| What you need to do |
Please report how many lines of the listing hold the word "buttons". Add nothing to the number.

| Data supplied |
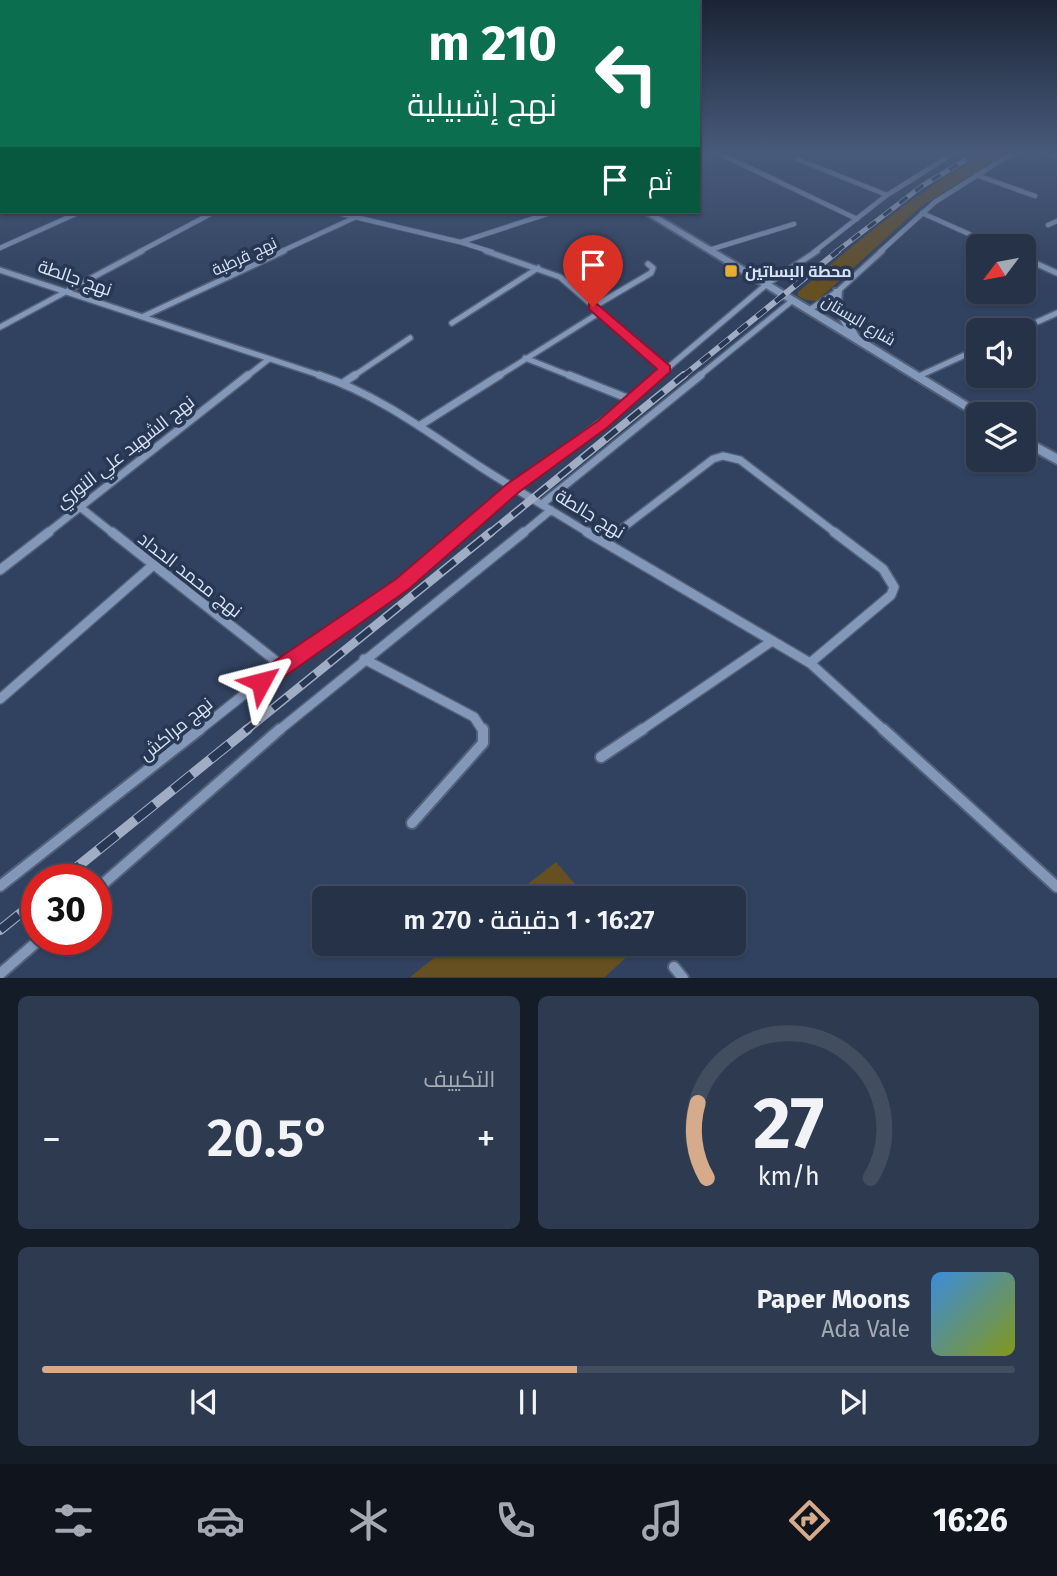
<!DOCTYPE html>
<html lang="ar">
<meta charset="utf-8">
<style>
body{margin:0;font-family:"Fira Sans",Cairo,sans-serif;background:#2d3a4f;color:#f1f3f6;direction:rtl;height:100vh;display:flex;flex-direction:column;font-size:26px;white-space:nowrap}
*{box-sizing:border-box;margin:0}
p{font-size:23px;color:#a3aab4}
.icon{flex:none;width:38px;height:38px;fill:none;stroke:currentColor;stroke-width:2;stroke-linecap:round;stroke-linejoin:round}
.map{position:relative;height:978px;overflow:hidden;direction:ltr}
.sheet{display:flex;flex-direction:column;gap:18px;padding:18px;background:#141c28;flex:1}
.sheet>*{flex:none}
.banner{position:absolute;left:0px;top:0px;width:700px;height:214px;box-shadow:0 2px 5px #0004,0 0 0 2px #424d60;direction:rtl;background:#0b6e4f;color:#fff;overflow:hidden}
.needle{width:46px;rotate:238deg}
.buttons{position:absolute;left:966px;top:234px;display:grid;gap:14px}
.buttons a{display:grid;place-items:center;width:70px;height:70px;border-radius:10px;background:#253248;box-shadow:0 2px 5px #0004,0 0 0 2px #424d60;font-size:35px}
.speed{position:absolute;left:21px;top:864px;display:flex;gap:14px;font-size:35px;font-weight:700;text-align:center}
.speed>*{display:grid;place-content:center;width:91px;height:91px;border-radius:50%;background:#253248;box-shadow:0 2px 5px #0004,0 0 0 2px #424d60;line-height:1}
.speed .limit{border:10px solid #d22;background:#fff;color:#111}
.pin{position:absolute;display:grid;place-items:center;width:60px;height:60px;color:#fff;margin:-72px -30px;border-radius:50% 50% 50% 0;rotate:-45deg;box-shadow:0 0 7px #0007}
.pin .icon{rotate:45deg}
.me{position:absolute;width:77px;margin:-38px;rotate:52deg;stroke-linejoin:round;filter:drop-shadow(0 0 5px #0008)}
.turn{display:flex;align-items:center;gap:24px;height:147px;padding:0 28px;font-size:32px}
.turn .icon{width:91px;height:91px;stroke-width:2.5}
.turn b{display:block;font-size:49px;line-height:60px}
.then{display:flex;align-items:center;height:66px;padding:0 28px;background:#0003;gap:14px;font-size:26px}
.big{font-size:52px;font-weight:600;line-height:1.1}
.sheet .card{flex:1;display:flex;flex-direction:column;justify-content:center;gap:10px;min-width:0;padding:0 24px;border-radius:10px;background:#2d3a4f}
.sheet .dial{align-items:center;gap:0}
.dial svg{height:182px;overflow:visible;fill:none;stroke:#424d60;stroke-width:7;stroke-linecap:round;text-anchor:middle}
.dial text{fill:#f1f3f6;stroke:none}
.song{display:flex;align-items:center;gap:21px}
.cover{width:84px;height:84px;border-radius:10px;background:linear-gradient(135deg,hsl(210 70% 55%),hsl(70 70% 35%))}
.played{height:7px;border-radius:4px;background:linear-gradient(90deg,#d6ab8b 55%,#424d60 55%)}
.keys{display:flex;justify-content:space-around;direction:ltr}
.heat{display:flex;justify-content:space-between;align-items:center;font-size:38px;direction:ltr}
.sheet .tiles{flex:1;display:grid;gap:18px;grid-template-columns:1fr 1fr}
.card:last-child{grid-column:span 2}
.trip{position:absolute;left:312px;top:886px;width:434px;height:70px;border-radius:10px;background:#253248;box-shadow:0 2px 5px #0004,0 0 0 2px #424d60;font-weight:600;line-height:70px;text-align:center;direction:rtl}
.tab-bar{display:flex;height:112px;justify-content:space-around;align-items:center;background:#0f141d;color:#a3aab4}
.tab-bar .icon{width:49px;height:49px}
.tab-bar .on{color:#d6ab8b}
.tab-bar b{font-size:32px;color:#f1f3f6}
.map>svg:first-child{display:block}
.green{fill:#664f21}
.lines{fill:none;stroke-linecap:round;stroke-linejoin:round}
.street-far4-casing{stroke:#536079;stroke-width:6}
.street-far3-casing{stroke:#536079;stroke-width:8}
.street-far2-casing{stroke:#536079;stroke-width:10}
.street-far1-casing{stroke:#536079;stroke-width:12}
.street-casing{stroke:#536079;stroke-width:14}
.secondary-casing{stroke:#536079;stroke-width:4}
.street-far4{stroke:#8397b9;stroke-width:4.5}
.street-far3{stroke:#8397b9;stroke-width:5}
.street-far2{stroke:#8397b9;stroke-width:7}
.street-far1{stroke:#8397b9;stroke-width:9}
.street{stroke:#8397b9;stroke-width:10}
.secondary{fill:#8397b9;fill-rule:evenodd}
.rail-far4-casing{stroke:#a1adc4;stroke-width:5}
.rail-far3-casing{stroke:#a1adc4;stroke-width:6}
.rail-far2-casing{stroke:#a1adc4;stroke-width:8}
.rail-far1-casing{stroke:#a1adc4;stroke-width:9}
.rail-casing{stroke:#a1adc4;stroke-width:10}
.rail-far4{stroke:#273754;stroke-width:3.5;stroke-dasharray:10;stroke-linecap:butt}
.rail-far3{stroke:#273754;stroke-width:4.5;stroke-dasharray:12;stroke-linecap:butt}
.rail-far2{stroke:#273754;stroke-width:5;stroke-dasharray:15;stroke-linecap:butt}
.rail-far1{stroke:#273754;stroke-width:6;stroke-dasharray:18;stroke-linecap:butt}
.rail{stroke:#273754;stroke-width:8;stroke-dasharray:24;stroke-linecap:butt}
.route{fill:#e11d48;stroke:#92132f;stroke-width:2}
.poi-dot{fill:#e6ad36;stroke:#273754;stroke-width:2.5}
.labels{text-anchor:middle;stroke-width:7;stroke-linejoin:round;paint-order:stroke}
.far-street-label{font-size:16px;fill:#d9e3f6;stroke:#273754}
.far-poi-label{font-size:16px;font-weight:bold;fill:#d9e3f6;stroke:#273754;text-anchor:start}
.street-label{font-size:18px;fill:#d9e3f6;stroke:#273754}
</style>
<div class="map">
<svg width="1057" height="978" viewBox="0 0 1057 978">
<rect width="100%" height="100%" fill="#314260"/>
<path class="green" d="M 986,152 L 1007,152 L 920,207 L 817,301 L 806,300 L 798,296 L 798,292 C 858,241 917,191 986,152 Z
M 556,862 L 587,898 L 510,898 Z
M 453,943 L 626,943 L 633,951 L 605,977 L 410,977 Z"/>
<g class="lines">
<defs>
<path id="street-far4" d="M 716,152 L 857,219
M 1048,152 L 1057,156
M 797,159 L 887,195
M 976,175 L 1035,196
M 334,212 L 460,242 L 492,252
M 922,213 L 998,247
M 1048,225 L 1057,221
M 461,242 L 553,212
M 0,248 L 80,212
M 709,250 L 794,224
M 139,252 L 214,212
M 280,252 L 356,217
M 814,252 L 887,195 L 956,152
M 880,252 L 935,202 L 1014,152"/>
<path id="street-far3" d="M 486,251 L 560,277 L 665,369
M 1024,258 L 1057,273
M 0,270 L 325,377
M 593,307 L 651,273 L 653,268 L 648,264
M 809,310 L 838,291 L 882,251
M 142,317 L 284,251
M 452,323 L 538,268
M 0,327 L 142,251
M 1017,331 L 1057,313
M 525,358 L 573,377
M 919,376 L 978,349
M 246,377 L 269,359
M 352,377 L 410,338
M 497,377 L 599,313
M 657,377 L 767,284 L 817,251
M 698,377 L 793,300"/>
<path id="street-far2" d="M 319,375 C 377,394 429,433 479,466 C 516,490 553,511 590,534
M 569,375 L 632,400
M 343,383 L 355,375
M 419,426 L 500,375
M 542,504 L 701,375
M 80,507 L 114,534
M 46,534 L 248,375
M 460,534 L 513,488 L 632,400 L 658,375
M 522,534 L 551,510
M 615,534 L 713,459 L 723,456 L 740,460 L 837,534"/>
<path id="street-far1" d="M 112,532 L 281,665
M 587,532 L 810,663 L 885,731
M 604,542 L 617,532
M 0,570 L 49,532
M 364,659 L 474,717 L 483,731
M 810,663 L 891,595 L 894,587 L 883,569 L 834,532
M 0,699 L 152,566
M 198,731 L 281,665 L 402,584 L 462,532
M 278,731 L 524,532
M 640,731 L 772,641"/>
<path id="street" d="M 883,729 L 1057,887
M 601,757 L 643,729
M 412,823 L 483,743 L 483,729
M 0,886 L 200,729
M 96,890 L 280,729
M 674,967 L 683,978
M 0,974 L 39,940"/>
<path id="secondary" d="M 642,212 L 652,212 L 844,327 L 831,304 L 834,289 L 842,289 L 841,304 L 859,336 L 988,415 L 978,415 L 978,418 Z
M 1024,436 L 1057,454 L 1057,464 L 1024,446 Z"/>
</defs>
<use href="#street-far4" class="street-far4-casing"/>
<use href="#street-far3" class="street-far3-casing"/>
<use href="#street-far2" class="street-far2-casing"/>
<use href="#street-far1" class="street-far1-casing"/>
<use href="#street" class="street-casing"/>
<use href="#secondary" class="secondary-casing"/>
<use href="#street-far4" class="street-far4"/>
<use href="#street-far3" class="street-far3"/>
<use href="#street-far2" class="street-far2"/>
<use href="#street-far1" class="street-far1"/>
<use href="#street" class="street"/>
<use href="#secondary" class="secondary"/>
<defs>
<path id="rail-far4" d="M 836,252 L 922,186 L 979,152"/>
<path id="rail-far3" d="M 682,377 L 838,251"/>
<path id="rail-far2" d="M 489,534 L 684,375"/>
<path id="rail-far1" d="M 245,731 L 491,532"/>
<path id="rail" d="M 61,880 L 248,729
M 0,930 L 37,900"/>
</defs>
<use href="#rail-far4" class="rail-far4-casing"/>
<use href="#rail-far3" class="rail-far3-casing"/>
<use href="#rail-far2" class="rail-far2-casing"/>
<use href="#rail-far1" class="rail-far1-casing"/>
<use href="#rail" class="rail-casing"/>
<use href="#rail-far4" class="rail-far4"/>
<use href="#rail-far3" class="rail-far3"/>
<use href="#rail-far2" class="rail-far2"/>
<use href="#rail-far1" class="rail-far1"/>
<use href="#rail" class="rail"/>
</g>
<linearGradient id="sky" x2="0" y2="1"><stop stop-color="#1b2435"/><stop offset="0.53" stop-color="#485a7a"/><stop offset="1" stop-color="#485a7a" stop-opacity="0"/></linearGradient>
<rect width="1057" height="289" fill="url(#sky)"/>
<path class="route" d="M 589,304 L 597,304 L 670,366 L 670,372 L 608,427 L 519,492 L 409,589 L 268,688 L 261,691 L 254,688 L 251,682 L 254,675 L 396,579 L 507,484 L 598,421 L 657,369 L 589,309 Z"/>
<rect class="poi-dot" x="724" y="264" width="14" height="14" rx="3.5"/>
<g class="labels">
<g class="far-street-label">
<text transform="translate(244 256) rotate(-25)" y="6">نهج قرطبة</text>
<text transform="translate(859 320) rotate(31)" y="6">شارع البستان</text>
</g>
<g class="far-poi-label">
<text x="745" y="277">محطة البساتين</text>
</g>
<g class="street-label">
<text transform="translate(75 278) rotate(19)" y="6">نهج جالطة</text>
<text transform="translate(125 452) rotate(-38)" y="6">نهج الشهيد علي النوري</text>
<text transform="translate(590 514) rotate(31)" y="6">نهج جالطة</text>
<text transform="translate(190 575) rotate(38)" y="6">نهج محمد الحداد</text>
<text transform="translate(176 729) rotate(-39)" y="6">نهج مراكش</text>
</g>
</g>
</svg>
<div class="buttons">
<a><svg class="needle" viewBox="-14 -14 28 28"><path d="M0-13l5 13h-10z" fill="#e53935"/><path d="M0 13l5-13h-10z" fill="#a3aab4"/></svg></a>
<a><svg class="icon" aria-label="sound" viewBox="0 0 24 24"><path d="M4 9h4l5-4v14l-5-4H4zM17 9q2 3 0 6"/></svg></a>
<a><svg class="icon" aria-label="layers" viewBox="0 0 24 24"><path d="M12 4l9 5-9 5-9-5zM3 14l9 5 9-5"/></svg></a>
</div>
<div class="speed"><div class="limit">30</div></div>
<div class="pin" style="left:593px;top:307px;background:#d93025"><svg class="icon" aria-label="arrive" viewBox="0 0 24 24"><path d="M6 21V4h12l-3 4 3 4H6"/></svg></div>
<svg class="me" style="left:261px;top:682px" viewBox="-20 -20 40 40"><path d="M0-17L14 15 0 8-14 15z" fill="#e11d48" stroke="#fff" stroke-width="4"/></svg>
<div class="trip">16:27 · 1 دقيقة · 270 m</div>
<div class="banner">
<div class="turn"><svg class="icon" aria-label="left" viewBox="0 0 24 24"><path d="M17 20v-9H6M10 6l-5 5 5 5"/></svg><div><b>210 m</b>نهج إشبيلية</div></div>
<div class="then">ثم<svg class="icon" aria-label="arrive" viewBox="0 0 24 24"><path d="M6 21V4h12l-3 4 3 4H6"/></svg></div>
</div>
</div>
<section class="sheet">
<div class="tiles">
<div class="card dial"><svg viewBox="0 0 100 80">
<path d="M14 69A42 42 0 1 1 86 69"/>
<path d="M14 69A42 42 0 0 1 10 36" stroke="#d6ab8b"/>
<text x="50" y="56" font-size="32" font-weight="700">27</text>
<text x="50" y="72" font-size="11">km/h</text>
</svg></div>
<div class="card"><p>التكييف</p>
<div class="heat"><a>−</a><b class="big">20.5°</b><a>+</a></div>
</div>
<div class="card">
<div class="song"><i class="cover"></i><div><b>Paper Moons</b><p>Ada Vale</p></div></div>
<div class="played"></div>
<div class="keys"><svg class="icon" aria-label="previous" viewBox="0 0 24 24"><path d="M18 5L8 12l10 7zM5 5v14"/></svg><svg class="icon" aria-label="pause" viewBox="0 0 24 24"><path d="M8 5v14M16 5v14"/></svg><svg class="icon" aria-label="next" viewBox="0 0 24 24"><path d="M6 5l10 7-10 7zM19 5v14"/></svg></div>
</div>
</div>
</section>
<nav class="tab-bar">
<b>16:26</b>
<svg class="icon on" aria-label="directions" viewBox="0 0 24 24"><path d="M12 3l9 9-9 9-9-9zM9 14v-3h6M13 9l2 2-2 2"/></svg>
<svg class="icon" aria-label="music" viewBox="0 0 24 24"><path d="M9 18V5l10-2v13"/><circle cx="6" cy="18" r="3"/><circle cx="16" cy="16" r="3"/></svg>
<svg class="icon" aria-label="phone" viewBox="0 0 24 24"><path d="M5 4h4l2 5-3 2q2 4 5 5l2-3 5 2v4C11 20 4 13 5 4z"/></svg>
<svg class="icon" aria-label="climate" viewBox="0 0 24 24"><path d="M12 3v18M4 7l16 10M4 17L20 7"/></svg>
<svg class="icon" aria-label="car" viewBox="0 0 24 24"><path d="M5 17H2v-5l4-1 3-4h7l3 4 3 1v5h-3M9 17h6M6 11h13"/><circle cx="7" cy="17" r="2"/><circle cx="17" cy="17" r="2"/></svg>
<svg class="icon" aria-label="filters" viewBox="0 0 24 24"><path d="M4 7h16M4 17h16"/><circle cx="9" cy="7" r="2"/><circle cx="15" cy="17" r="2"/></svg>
</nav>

| Reply |
3